I want to write that college was a dream, it changed me, it was the best four years of my life, I made irreplaceable friendships and memories to last a lifetime, and when I die I’m a Tar Heel dead.
And all of those things are true. But that’s ignoring a lot of other truths.
That at times, college was stressful and lonely. That freshman year I considered transferring more than once. That not every professor was John Keating and some classes did feel like a waste of time. That I made mistakes and spent even more time wasting time because I was too afraid of making mistakes.
But in the end, my story was a good one. It was one of trials and triumph. And as I was reminded yesterday, it was one of fate.
I was brought to UNC five years ago as a rising high school senior for the Chuck Stone Program. I’ve written about the program and the man before.
Yet I’m still amazed how the legacy of a man who I only met once continues to change my life. That program gave me friends and a family away from home. It inspired me to take a career path to tell stories to advocate for others.

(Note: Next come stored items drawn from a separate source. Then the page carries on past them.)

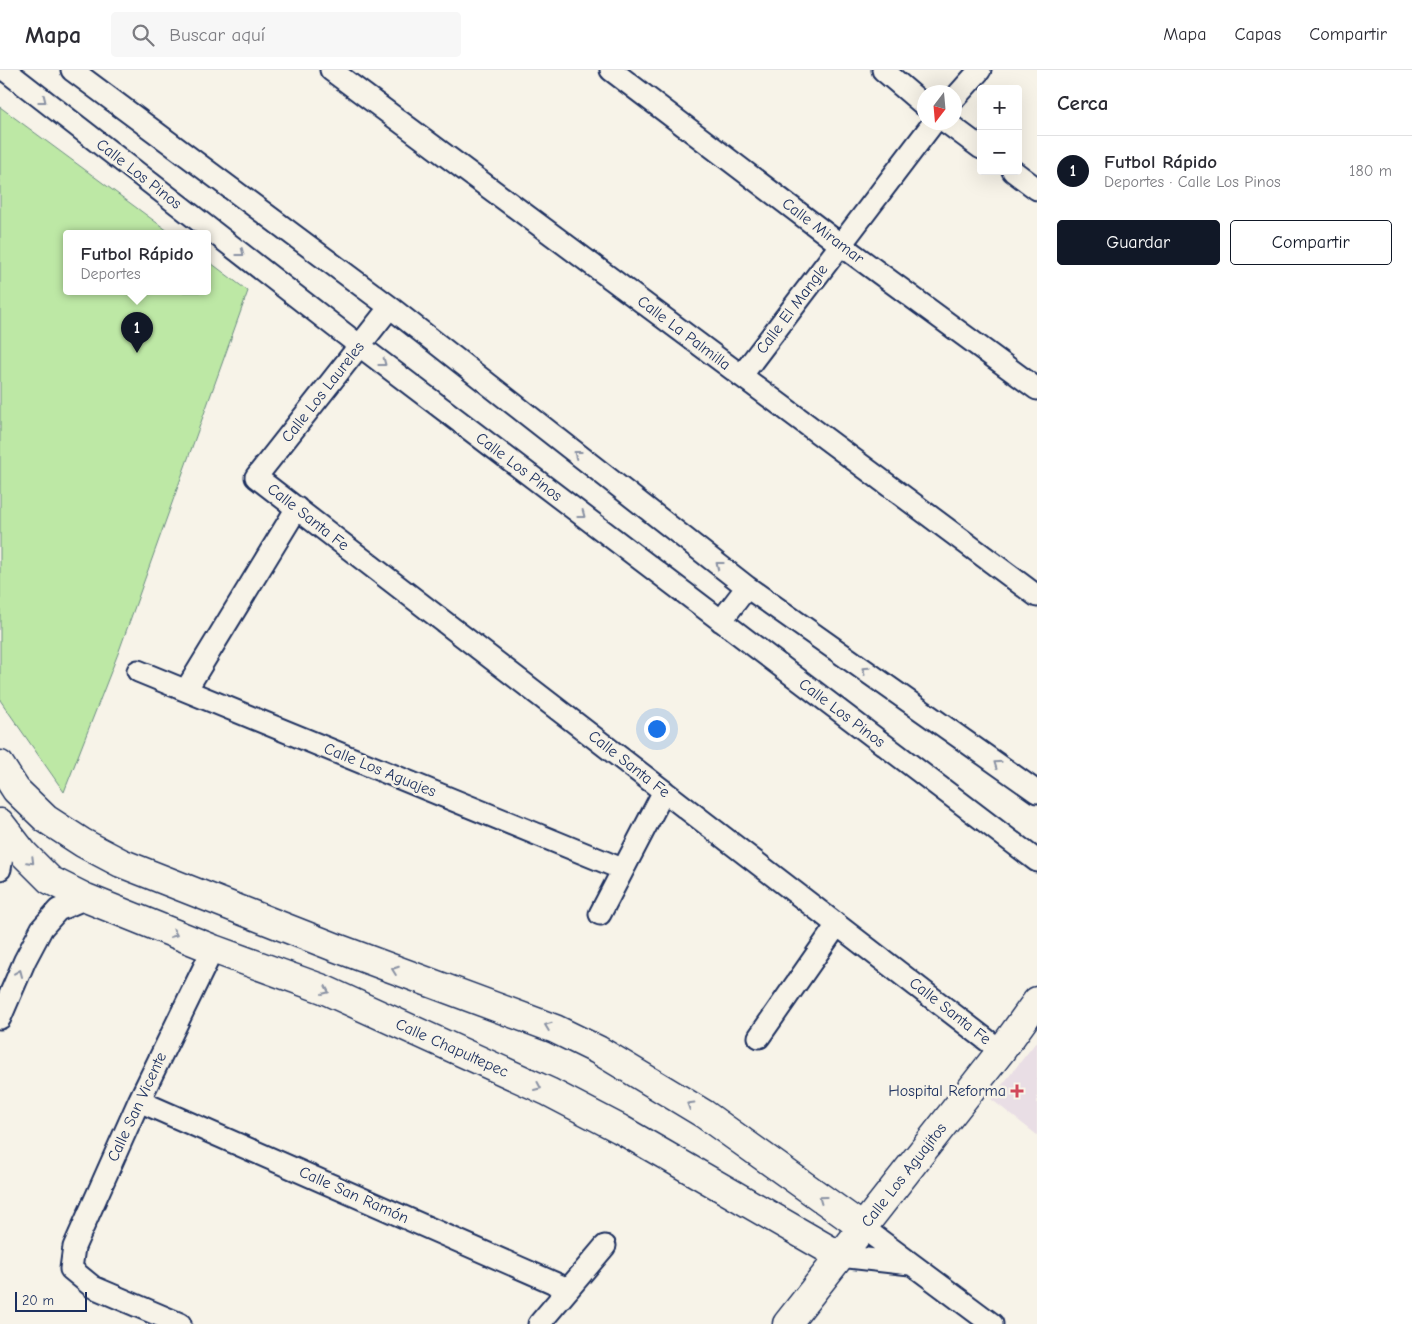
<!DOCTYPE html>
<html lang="es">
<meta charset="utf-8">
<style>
:root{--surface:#fff;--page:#f7f7f7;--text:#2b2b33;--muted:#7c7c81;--line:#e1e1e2;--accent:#111827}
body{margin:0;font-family:"Comic Neue",sans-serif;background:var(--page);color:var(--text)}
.controls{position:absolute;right:15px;top:15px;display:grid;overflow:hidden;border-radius:5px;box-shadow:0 5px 20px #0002}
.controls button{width:45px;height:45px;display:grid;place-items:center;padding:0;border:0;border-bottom:1px solid var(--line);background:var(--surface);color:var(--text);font:25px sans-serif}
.compass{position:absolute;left:917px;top:15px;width:45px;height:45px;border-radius:50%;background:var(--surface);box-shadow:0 5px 20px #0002;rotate:196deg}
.scale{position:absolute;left:15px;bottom:12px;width:72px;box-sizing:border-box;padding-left:5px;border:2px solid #1b2f5e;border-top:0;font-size:14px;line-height:18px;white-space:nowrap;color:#1b2f5e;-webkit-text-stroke:4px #f7f3e8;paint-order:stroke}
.you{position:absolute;left:656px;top:658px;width:18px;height:18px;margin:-12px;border:4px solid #fff;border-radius:50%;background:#1a73e8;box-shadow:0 0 0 8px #1a73e833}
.badge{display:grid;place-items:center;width:32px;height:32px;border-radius:50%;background:var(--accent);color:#fff;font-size:16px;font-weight:700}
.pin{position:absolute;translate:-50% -41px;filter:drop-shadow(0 1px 2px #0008)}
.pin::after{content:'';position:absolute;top:26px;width:18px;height:15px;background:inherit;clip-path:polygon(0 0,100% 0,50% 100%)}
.popup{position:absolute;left:63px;top:160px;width:148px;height:65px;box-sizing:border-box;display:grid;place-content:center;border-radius:5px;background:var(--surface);filter:drop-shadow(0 1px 4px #0005);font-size:16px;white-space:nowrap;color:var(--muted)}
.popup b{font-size:19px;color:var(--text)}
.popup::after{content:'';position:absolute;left:50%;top:100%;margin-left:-10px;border:10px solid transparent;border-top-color:var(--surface)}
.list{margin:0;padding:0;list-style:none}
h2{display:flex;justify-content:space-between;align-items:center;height:65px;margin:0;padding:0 20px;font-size:21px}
h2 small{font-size:16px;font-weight:400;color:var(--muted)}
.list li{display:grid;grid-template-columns:32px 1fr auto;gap:15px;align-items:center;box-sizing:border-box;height:70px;padding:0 20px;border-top:1px solid var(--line)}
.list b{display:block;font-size:19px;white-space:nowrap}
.list p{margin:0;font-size:16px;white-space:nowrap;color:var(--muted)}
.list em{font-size:16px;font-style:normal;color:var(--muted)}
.actions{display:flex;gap:10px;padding:15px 20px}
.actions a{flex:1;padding:11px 0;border:1px solid var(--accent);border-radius:5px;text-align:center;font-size:18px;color:var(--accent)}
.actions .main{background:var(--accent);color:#fff}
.icon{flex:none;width:28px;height:28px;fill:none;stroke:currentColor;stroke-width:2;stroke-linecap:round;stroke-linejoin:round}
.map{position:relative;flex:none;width:1037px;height:1254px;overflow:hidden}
header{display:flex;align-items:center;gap:30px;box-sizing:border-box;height:70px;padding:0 25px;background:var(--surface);border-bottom:1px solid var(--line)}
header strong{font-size:24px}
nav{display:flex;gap:28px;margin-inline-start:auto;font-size:18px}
.search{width:350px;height:45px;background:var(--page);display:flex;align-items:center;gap:12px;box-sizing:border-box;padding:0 18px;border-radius:5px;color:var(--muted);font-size:19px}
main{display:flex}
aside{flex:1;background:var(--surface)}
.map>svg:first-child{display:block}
.built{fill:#e9dee5}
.green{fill:#bde8a5;stroke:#6c8c82}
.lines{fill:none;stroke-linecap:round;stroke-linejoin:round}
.minor-casing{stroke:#1b2f5e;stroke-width:25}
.tertiary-casing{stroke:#1b2f5e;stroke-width:31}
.minor{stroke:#f7f3e8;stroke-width:21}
.tertiary{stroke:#f7f3e8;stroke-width:28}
.oneway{stroke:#8991a3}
.poi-dot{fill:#d1495b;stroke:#f7f3e8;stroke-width:2}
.labels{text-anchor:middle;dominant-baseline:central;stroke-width:5;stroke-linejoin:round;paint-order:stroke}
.street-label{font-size:16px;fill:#1b2f5e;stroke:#f7f3e8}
.poi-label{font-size:16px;fill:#1b2f5e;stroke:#f7f3e8;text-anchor:end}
</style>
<header>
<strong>Mapa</strong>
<div class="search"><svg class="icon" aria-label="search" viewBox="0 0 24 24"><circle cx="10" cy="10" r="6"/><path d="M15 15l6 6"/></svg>Buscar aquí</div>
<nav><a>Mapa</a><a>Capas</a><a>Compartir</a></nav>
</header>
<main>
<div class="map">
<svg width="1037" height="1254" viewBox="0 0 1037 1254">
<rect width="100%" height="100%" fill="#f7f3e8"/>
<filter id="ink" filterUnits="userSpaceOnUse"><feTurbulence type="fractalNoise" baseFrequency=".02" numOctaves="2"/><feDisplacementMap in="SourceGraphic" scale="10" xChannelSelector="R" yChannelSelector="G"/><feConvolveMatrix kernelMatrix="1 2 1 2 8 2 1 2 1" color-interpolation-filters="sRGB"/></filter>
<g filter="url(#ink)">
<path class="built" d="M1037,971V1065L991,1029Z"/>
<path class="green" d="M0,37L172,164H67V222H207V190L248,221L119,581L64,722L0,630Z"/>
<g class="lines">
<g class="minor-casing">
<path id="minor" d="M5,0L360,276L1037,791
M72,0L390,237L747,517L1037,722
M331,0L1037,526
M611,0L841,175L1037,319
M883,0L924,35
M954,29L980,0
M946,52L981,78
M1013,101L1037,119
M390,237L256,407L1001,981
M741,306L934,52
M721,551L747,517
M138,601L622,799
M186,620L297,438
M0,799L2,787L3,757
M600,844L664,721
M0,948L25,890L42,858L58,840L86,828
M759,967L837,855
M139,1031L568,1219
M862,1157L992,1254
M840,1186L910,1194
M180,1254L93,1217L71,1199L74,1177L139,1031L213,879
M539,1254L605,1176"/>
</g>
<g class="tertiary-casing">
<path id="tertiary" d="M0,695L16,720L46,749L83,773L121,793L337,878L555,959L598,980L704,1044L862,1157
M0,753L24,784L50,810L86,828L213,879L323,919L549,1022L620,1059L840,1186
M787,1254L1001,981L1037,931"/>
</g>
<use href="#minor" class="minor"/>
<use href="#tertiary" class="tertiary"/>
</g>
<defs><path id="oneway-chevron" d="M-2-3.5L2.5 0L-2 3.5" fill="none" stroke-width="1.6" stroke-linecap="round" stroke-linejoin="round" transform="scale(1.25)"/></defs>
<g class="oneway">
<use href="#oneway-chevron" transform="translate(43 30) rotate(38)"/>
<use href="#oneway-chevron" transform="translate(241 183) rotate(38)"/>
<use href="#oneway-chevron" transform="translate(383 293) rotate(37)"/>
<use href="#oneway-chevron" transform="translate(577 384) rotate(-142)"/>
<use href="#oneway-chevron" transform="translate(582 445) rotate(37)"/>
<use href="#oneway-chevron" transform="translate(719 495) rotate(-142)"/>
<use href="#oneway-chevron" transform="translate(865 600) rotate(-145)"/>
<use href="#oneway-chevron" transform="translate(997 694) rotate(-145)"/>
<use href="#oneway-chevron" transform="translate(31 791) rotate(45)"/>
<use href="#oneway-chevron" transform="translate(174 864) rotate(22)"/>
<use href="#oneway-chevron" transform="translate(395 900) rotate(-160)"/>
<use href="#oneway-chevron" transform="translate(19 903) rotate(-67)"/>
<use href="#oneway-chevron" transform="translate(326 921) rotate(23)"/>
<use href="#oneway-chevron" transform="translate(548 956) rotate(-159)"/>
<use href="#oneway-chevron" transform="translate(538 1017) rotate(24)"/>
<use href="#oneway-chevron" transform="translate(690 1035) rotate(-149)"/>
<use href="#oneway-chevron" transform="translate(822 1129) rotate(-144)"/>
</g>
</g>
<path class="poi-dot" d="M1014.5 1013.5h5v5h5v5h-5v5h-5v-5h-5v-5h5z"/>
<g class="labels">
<g class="street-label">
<text transform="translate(139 104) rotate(38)">Calle Los Pinos</text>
<text transform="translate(823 161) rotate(37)">Calle Miramar</text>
<text transform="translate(792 239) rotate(-53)">Calle El Mangle</text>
<text transform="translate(684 263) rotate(37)">Calle La Palmilla</text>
<text transform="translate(323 322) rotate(-52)">Calle Los Laureles</text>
<text transform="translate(519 397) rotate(37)">Calle Los Pinos</text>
<text transform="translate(308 447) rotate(38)">Calle Santa Fe</text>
<text transform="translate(842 643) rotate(37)">Calle Los Pinos</text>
<text transform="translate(629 694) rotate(38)">Calle Santa Fe</text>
<text transform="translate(380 700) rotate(22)">Calle Los Aguajes</text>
<text transform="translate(950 941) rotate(38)">Calle Santa Fe</text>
<text transform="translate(452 978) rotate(24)">Calle Chapultepec</text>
<text transform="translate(137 1037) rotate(-65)">Calle San Vicente</text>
<text transform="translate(904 1105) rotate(-52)">Calle Los Aguajitos</text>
<text transform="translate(354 1125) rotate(24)">Calle San Ramón</text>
</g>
<g class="poi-label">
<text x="1006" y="1021">Hospital Reforma</text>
</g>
</g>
</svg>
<div class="controls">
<button>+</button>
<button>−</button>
</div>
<svg class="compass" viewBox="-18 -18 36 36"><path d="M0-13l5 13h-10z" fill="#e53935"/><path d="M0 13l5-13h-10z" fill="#7c7c81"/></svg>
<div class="scale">20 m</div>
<div class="you"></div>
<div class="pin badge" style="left:137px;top:283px">1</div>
<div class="popup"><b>Futbol Rápido</b>Deportes</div>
</div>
<aside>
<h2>Cerca<small></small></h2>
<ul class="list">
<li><span class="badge">1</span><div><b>Futbol Rápido</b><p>Deportes · Calle Los Pinos</p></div><em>180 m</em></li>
</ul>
<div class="actions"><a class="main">Guardar</a><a>Compartir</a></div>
</aside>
</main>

And as I sat in Carmichael Arena listening to the UNC School of Journalism and Mass Communication Commencement speaker Barb Lee talk, I knew he was in the room with us. You see, she knew him as well. And as a documentary filmmaker, she carries on his legacy of storytelling. In her commencement speech she gave us a mission, one that I’m very familiar with:
“There are stories to tell. There is work to do…But in order to tell these stories and in order to take these responsibilities…they’re going to have to employ another very important J-school value. And that’s to be courageous. Every day.”
In the end, there are a lot of ways I could describe my Carolina experience. I am, after all, a storyteller.
But the truth of the matter is this:
Graduation is not the end of the story. It’s just the beginning.